We hear God’s voice in a special way in the Gospels, which pass on to us the words and deeds of Our Lord Jesus Christ. As the author of the Letter to the Hebrews said: In many and various ways God spoke of old to our fathers by the prophets; but in these last days he has spoken to us by a Son, whom he appointed the heir of all things, through whom also he created the world (Heb 1:1-2). Saint Augustine said that the Gospel is “Christ’s mouth. He is seated in Heaven, but continues speaking on earth.”[6] Hence our prayer is nourished above all by the Gospel: reading, meditating, rereading and engraving it on our memory, going back over his words again and again. There God speaks to our heart.

Following the Church’s tradition, Saint Josemaria frequently recommended that we listen to God’s voice by meditating on the Gospels: “My advice is that, in your prayer, you actually take part in the different scenes of the Gospel, as one more among the people present. First of all, imagine the scene or mystery you have chosen to help you recollect your thoughts and meditate. Next apply your mind, concentrating on the particular aspect of the Master’s life you are considering—his merciful Heart, his humility, his purity, the way he fulfils his Father’s Will. Then tell him what happens to you in these matters, how things are with you, what is going on in your soul. Be attentive, because He may want to point something out to you, and you will experience suggestions deep in your soul, realizing certain things and feeling his gentle reprimands.”[7] Our effort in prayer is expressed in specific actions: imagining the scene, taking part in it, considering a specific aspect of the Master’s life, telling Him what is happening to us… And God may choose to reply by pointing out something to us, suggesting something deep in our soul, making us realize something. Thus a dialogue is opened up with Him.
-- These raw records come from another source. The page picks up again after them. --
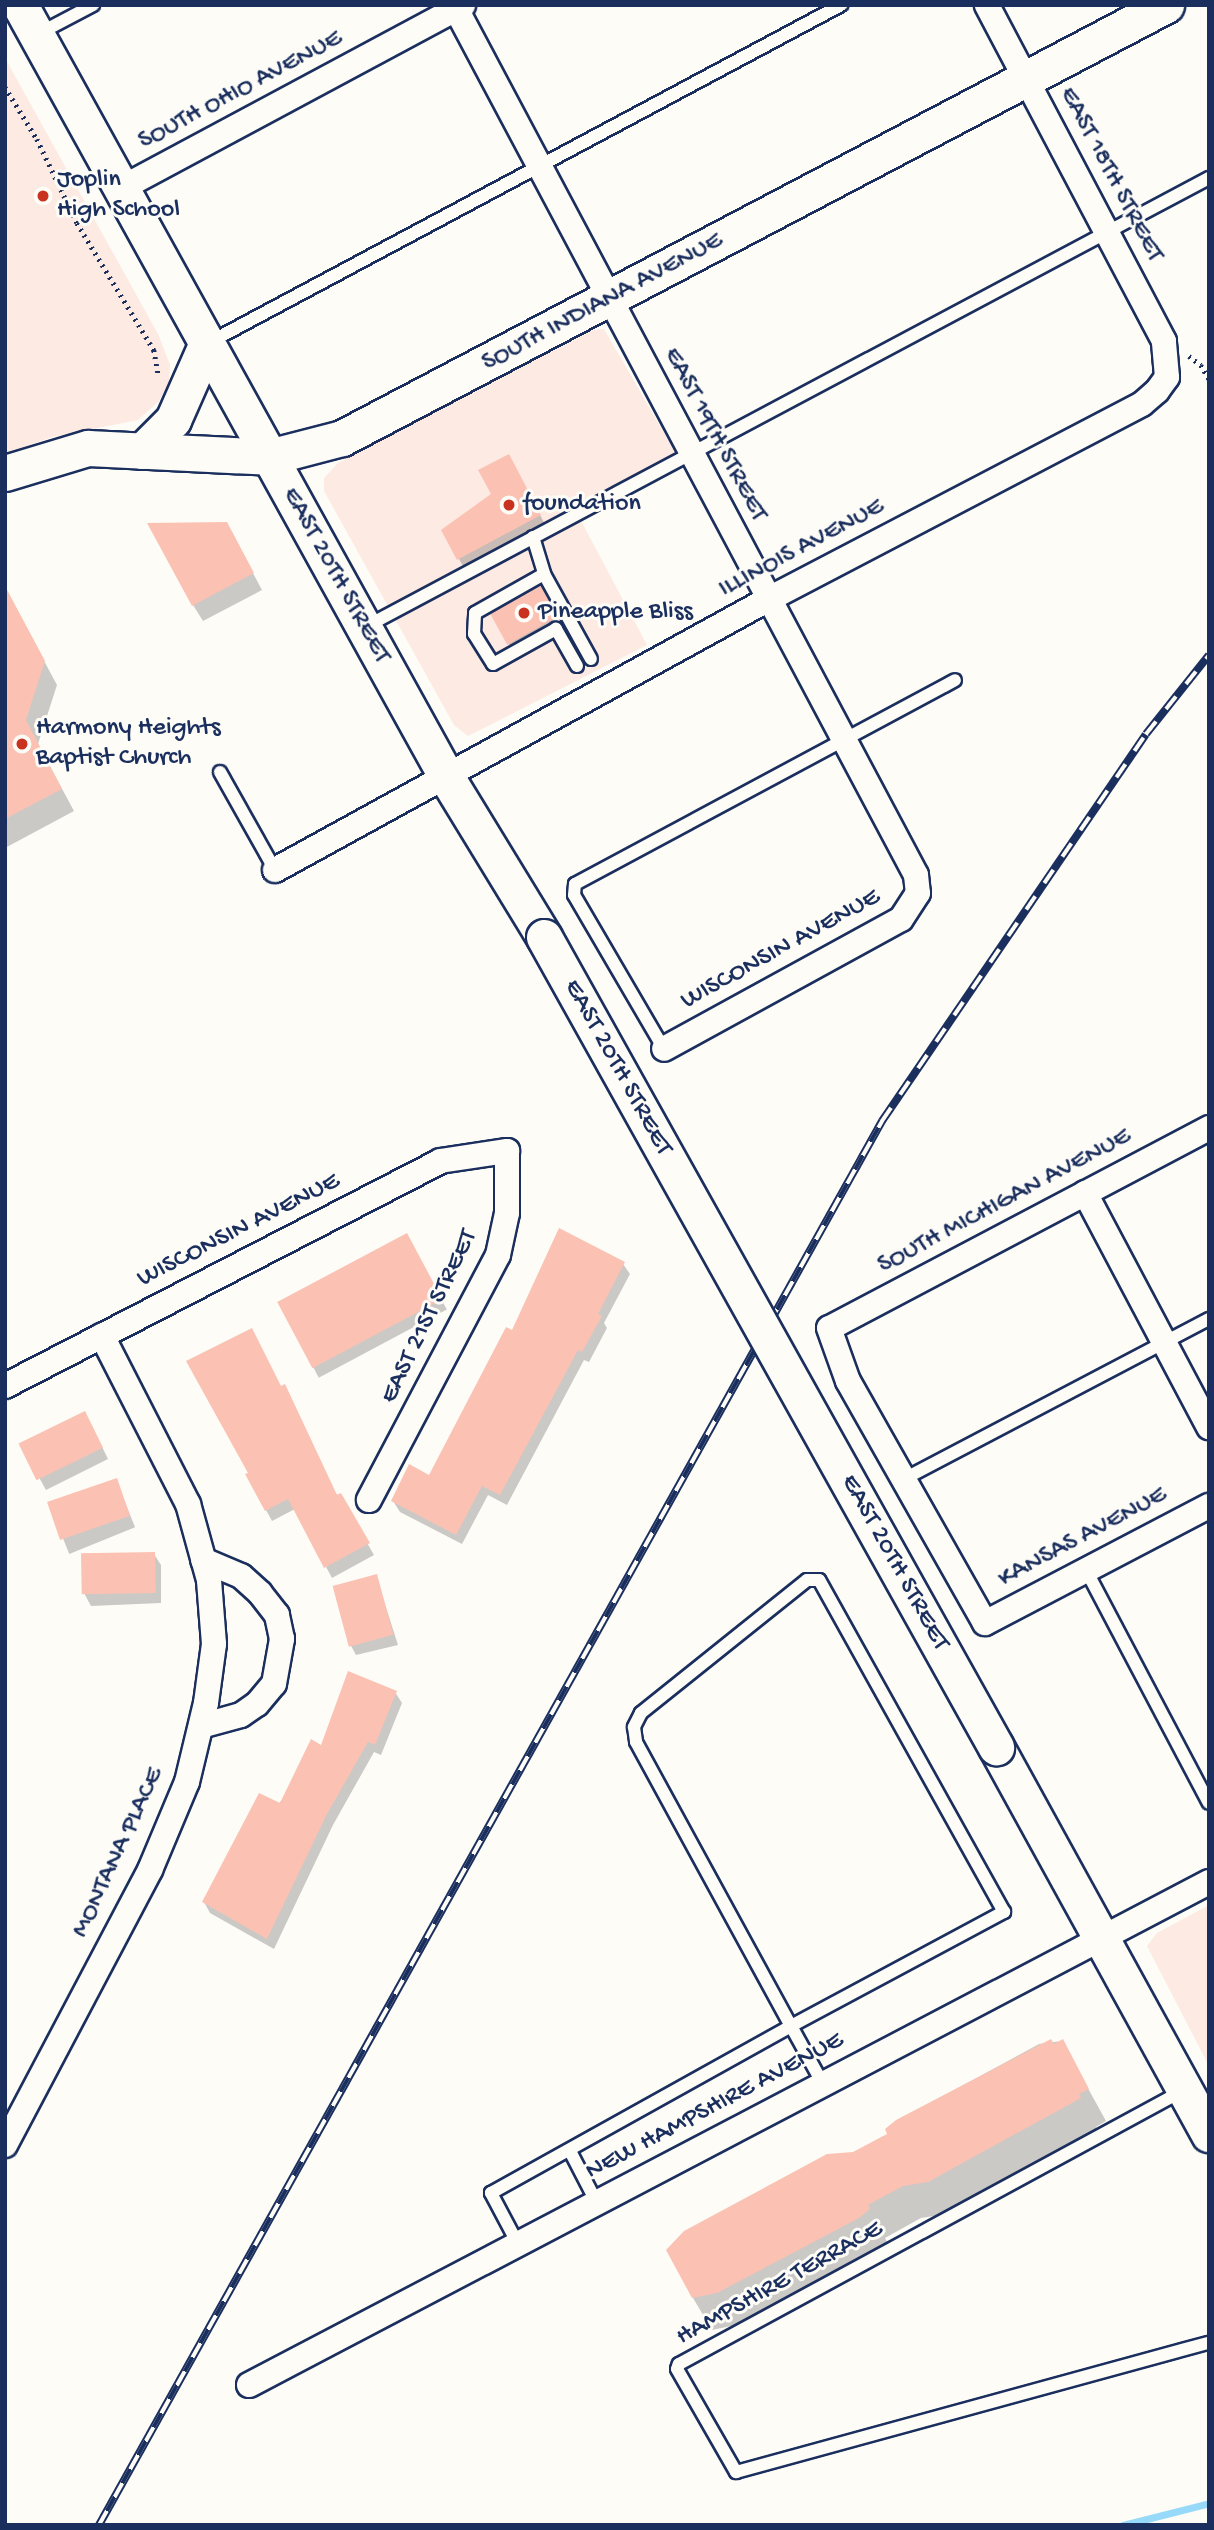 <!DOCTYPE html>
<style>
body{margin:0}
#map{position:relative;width:1214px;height:2530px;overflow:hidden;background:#fdfcf7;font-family:"Gochi Hand",sans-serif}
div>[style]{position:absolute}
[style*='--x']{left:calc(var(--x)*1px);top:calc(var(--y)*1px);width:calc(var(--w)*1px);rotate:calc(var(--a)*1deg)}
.built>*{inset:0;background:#fceae3}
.shadow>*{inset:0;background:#0003;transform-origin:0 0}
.stream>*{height:7px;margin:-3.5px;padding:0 3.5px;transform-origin:3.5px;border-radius:3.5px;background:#96d9f8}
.building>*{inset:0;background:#fbc1b3;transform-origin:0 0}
.path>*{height:4.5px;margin-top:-2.25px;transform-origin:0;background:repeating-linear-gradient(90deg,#1b2f5e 0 2px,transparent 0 7px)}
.roads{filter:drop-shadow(2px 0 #1b2f5e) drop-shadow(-2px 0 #1b2f5e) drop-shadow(0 2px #1b2f5e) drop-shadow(0 -2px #1b2f5e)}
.lane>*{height:12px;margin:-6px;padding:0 6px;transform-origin:6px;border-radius:6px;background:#fdfcf7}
.street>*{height:24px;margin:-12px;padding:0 12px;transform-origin:12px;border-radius:12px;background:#fdfcf7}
.secondary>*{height:35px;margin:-17.5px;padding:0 17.5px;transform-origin:17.5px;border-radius:17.5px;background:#fdfcf7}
.rail>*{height:8px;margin-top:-4px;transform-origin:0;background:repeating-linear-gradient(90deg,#fdfcf7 0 16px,#1b2f5e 0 32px);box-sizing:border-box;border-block:2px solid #1b2f5e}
.bridges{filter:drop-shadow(2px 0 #1b2f5e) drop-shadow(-2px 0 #1b2f5e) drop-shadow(0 2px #1b2f5e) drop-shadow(0 -2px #1b2f5e)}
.secondary-bridge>*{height:35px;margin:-17.5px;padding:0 17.5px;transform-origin:17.5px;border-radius:17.5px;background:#fdfcf7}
.dots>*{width:19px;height:19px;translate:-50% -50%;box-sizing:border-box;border:4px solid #fdfcf7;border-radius:50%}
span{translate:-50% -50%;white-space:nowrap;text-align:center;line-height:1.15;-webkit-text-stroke:6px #fdfcf7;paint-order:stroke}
.street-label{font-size:26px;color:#1b2f5e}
.poi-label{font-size:26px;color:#1b2f5e}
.left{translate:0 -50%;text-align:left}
.frame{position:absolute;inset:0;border:7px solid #1b2f5e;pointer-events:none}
</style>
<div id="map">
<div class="built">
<i style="clip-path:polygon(5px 58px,158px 334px,170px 365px,169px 382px,159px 401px,138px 420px,52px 437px,5px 454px)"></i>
<i style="clip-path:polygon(604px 329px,682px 464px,580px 519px,647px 645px,468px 736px,454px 725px,324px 491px,324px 478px,338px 463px,593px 330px)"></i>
<i style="clip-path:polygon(1209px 1905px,1209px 2066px,1147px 1946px,1157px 1933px)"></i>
</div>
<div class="shadow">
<i style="clip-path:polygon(518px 473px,549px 532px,468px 575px,459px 559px,493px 494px)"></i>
<i style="clip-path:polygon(236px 541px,262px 590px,203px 621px,193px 605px)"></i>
<i style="clip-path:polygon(5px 588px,57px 685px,38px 744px,74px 811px,5px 848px)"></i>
<i style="clip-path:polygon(540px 588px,562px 629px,514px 654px,508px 643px)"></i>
<i style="left:413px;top:1246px;width:72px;height:145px;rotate:62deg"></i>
<i style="clip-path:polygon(623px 1264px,630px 1274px,604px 1323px,607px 1328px,589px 1362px,584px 1360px,507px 1505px,488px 1495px,462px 1544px,400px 1512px,393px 1501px,430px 1477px,513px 1332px)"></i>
<i style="clip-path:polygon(91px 1424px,108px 1459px,46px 1490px,21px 1445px)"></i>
<i style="clip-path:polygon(247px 1475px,340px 1495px,374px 1555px,332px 1578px,295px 1509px,272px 1521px)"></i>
<i style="left:116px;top:1480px;width:51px;height:71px;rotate:68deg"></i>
<i style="clip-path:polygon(154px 1554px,161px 1565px,161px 1603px,91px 1606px,85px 1595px,83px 1556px)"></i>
<i style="clip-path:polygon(376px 1576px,398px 1645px,356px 1655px,350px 1644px)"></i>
<i style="clip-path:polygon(395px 1692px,402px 1703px,381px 1755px,374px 1752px,333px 1825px,274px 1949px,210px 1913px,204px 1902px,322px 1747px)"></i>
<i style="clip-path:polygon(1062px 2041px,1106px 2121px,1096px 2127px,1098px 2131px,947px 2214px,921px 2218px,885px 2238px,887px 2242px,877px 2250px,736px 2325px,712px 2330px,693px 2298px,853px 2154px,889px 2134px,897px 2121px,1039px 2044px)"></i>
</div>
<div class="stream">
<i style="--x:1123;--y:2525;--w:89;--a:-14.3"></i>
</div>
<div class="building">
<i style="clip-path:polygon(509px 454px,541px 515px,457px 560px,441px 530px,491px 494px,478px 470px)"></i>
<i style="clip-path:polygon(227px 522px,254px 573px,192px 606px,147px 523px)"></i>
<i style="clip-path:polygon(5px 586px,45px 661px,26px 720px,62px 789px,5px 819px)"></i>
<i style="left:541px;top:586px;width:35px;height:58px;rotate:61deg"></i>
<i style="clip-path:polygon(559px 1228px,625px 1262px,598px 1314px,602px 1316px,582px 1352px,578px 1350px,500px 1495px,482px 1486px,456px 1535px,391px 1501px,409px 1464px,429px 1475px,506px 1327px,512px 1330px)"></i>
<i style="left:407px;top:1233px;width:75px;height:147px;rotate:62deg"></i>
<i style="clip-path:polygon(252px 1328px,281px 1386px,285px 1384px,337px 1495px,341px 1493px,370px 1543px,324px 1568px,288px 1499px,265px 1511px,245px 1474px,248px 1473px,186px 1361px)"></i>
<i style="left:85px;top:1411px;width:41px;height:74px;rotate:64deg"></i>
<i style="left:117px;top:1478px;width:40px;height:74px;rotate:71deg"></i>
<i style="left:155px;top:1552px;width:41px;height:74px;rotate:89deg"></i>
<i style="left:377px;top:1574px;width:63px;height:46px;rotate:75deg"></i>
<i style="clip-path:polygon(348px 1671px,397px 1691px,375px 1745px,368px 1742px,327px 1814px,267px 1939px,202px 1902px,259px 1793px,280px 1803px,311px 1739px,321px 1745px)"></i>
<i style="clip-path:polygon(1051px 2039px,1054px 2044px,1063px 2039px,1089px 2089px,1079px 2094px,1081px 2098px,928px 2182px,903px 2186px,868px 2205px,870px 2209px,859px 2218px,717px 2293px,692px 2298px,666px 2250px,684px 2231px,827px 2154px,853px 2152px,887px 2134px,885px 2129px,896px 2120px)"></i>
</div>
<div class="path">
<i style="--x:5;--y:87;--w:61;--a:58.4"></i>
<i style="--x:37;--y:139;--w:93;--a:64.5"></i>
<i style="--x:77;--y:223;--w:149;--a:58.8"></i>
<i style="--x:154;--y:350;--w:27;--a:80"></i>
<i style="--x:1189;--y:356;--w:15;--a:37"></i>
<i style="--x:1201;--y:365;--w:16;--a:60"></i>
</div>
<div class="roads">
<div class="lane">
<i style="--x:40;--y:33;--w:60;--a:-27.8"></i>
<i style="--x:208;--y:343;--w:718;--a:-28.1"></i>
<i style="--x:533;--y:537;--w:39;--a:73"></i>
<i style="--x:367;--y:626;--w:954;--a:-28.02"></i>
<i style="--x:577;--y:666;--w:43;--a:-119.6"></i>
<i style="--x:556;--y:629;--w:72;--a:150.9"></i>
<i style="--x:493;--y:664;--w:36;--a:-122"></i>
<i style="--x:474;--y:634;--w:21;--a:-87"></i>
<i style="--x:475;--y:613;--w:79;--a:-29.5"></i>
<i style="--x:544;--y:574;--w:97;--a:61.1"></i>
<i style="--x:220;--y:772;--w:112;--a:60.7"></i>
<i style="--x:664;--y:1049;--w:178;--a:-120.3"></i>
<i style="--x:574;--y:895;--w:11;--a:-85"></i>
<i style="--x:575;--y:884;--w:431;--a:-28.2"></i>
<i style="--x:902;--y:1480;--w:347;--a:-27.7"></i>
<i style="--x:1086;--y:1570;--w:263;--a:62.2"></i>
<i style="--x:1184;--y:2090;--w:575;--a:151.52"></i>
<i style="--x:679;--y:2364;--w:5;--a:112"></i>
<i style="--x:677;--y:2369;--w:119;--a:60.2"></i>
<i style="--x:736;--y:2472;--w:490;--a:-15.3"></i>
<i style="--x:570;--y:2151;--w:59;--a:62.6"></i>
<i style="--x:518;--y:2244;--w:58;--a:-117.9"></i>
<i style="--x:491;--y:2193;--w:343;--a:-29.1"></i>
<i style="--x:791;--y:2026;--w:242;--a:-28.2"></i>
<i style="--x:1004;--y:1912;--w:380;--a:-119.1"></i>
<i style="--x:819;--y:1580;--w:12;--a:180"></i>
<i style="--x:807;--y:1580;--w:213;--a:141.3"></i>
<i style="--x:641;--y:1713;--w:16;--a:117"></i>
<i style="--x:634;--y:1727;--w:15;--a:82"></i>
<i style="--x:636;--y:1742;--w:324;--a:61.4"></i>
<i style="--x:791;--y:2026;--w:66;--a:61.1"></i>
</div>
<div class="street">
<i style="--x:454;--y:5;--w:985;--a:62.03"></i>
<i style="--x:916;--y:875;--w:18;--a:84"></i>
<i style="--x:918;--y:893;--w:31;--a:123"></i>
<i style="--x:901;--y:919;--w:270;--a:151.3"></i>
<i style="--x:122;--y:188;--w:387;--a:-28.2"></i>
<i style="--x:275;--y:870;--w:561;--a:-28.76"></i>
<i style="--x:767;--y:600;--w:423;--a:-27.6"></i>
<i style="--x:1142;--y:404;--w:20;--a:-41"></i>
<i style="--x:1157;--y:391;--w:17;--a:-54"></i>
<i style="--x:1167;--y:377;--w:36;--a:-95"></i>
<i style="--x:1164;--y:341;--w:380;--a:-117.8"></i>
<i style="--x:1209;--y:1128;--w:429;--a:152.2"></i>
<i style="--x:829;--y:1328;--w:56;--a:70.3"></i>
<i style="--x:848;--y:1381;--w:278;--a:60.5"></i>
<i style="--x:985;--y:1623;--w:253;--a:-27.6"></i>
<i style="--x:1085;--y:1193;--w:265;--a:62.1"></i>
<i style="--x:5;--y:1386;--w:490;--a:-27.3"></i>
<i style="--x:440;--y:1161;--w:68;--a:-8.5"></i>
<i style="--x:507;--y:1151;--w:62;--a:90"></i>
<i style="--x:507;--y:1213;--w:43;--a:102.1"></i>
<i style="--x:498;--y:1255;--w:277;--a:117.8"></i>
<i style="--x:201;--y:1726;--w:41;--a:-15.4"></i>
<i style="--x:241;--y:1715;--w:19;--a:-35"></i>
<i style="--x:257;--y:1704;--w:26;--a:-50"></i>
<i style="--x:274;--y:1684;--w:46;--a:-79.9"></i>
<i style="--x:282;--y:1639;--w:25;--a:-102"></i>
<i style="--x:277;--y:1615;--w:28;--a:-128"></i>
<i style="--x:260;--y:1593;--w:25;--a:-138"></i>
<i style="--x:241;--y:1576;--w:41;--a:-157.2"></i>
<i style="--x:5;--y:2145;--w:311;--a:-62.2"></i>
<i style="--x:150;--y:1870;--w:95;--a:-67.2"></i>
<i style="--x:187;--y:1782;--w:81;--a:-76.5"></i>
<i style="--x:206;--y:1703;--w:60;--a:-82.3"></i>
<i style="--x:214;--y:1644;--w:64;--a:-94.5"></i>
<i style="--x:209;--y:1580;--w:79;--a:-105.4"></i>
<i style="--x:188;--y:1504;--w:189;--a:-117.1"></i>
<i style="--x:249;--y:2385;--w:1084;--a:-27.65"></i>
</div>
<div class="secondary">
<i style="--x:20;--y:5;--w:883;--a:61.08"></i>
<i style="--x:447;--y:778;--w:186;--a:58.6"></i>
<i style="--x:142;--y:451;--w:44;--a:-45"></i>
<i style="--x:173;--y:420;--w:84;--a:-66.2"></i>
<i style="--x:5;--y:473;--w:87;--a:-16.8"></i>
<i style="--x:88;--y:448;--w:181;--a:2.8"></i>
<i style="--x:269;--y:457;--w:75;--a:-14.6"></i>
<i style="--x:342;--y:438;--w:931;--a:-27.72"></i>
<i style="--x:996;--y:1747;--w:442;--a:61.2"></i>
</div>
</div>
<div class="rail">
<i style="--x:99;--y:2525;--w:1608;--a:-60.85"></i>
<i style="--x:882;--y:1121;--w:468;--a:-55.7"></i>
<i style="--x:1146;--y:734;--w:101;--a:-51.4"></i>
</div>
<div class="bridges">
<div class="secondary-bridge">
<i style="--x:544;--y:937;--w:928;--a:60.84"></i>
</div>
</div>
<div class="dots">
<i style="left:43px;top:196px;background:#c8321e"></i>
<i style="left:509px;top:505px;background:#c8321e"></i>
<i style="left:524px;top:613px;background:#c8321e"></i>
<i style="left:22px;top:744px;background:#c8321e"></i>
</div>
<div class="street-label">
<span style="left:241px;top:91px;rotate:-28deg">SOUTH OHIO AVENUE</span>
<span style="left:1110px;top:175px;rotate:62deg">EAST 18TH STREET</span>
<span style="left:603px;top:303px;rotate:-28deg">SOUTH INDIANA AVENUE</span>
<span style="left:714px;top:435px;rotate:62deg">EAST 19TH STREET</span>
<span style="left:802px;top:549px;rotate:-28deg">ILLINOIS AVENUE</span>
<span style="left:335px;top:576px;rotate:61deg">EAST 20TH STREET</span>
<span style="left:781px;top:950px;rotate:-29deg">WISCONSIN AVENUE</span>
<span style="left:617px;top:1068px;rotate:61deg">EAST 20TH STREET</span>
<span style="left:1005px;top:1202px;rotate:-28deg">SOUTH MICHIGAN AVENUE</span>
<span style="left:239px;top:1231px;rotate:-27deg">WISCONSIN AVENUE</span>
<span style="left:430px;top:1317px;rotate:-64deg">EAST 21ST STREET</span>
<span style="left:1083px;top:1538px;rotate:-28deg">KANSAS AVENUE</span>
<span style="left:894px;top:1563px;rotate:61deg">EAST 20TH STREET</span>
<span style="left:119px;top:1853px;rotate:-65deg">MONTANA PLACE</span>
<span style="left:715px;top:2107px;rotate:-28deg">NEW HAMPSHIRE AVENUE</span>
<span style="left:780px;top:2284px;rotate:-29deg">HAMPSHIRE TERRACE</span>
</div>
<div class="poi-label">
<span class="left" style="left:57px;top:196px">Joplin<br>High School</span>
<span class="left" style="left:523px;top:505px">foundation</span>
<span class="left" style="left:538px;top:613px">Pineapple Bliss</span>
<span class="left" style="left:36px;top:744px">Harmony Heights<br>Baptist Church</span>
</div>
<div class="frame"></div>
</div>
Saint Josemaria encouraged us to contemplate and imitate Christ in this way: “Take up the Gospel every day. Become one of the people there, in that divine story, and react accordingly. Contemplate Christ’s miracles, hear the voices of the multitude around Him, exchange words of friendship with the first Twelve. Look our Lord in the eyes and fall in love with Him, so that you become another Christ.”[8] Contemplate, hear, exchange words of friendship, look…. These actions require employing our faculties and senses, our imagination and intellect. Each of us is present there, in each page of the Gospel. Each scene, each action of Jesus provides meaning and light for my life. His words are addressed to me and uphold my life.

José Brage


[1] Francis, Apost. Exhort. Christus vivit, 25 March 2019, no. 285.

[2] Saint Josemaria, Intimate Notes, no. 273; in Andrés Vazquez de Prada, The Founder of Opus Dei, Vol. I, pp. 291-292.

[3] Joseph Cardinal Ratzinger, Salt of the Earth, Ignatius Press 1997.

[4] Second Vatican Council, Dogm. Const. Dei Verbum, no. 21. Cf. Catechism of the Catholic Church, no. 2700.

[5] Second Vatican Council, Dogm. Const. Dei Verbum, no. 25. Cf. Catechism of the Catholic Church, no. 2653.

[6] Saint Augustine, Sermon 85, 1.

[7] Saint Josemaria, Friends of God, no. 253.

[8] Saint Josemaria, Notes taken in a meditation, 12 October 1947; in While He Spoke to Us on the Way, pp. 25-26.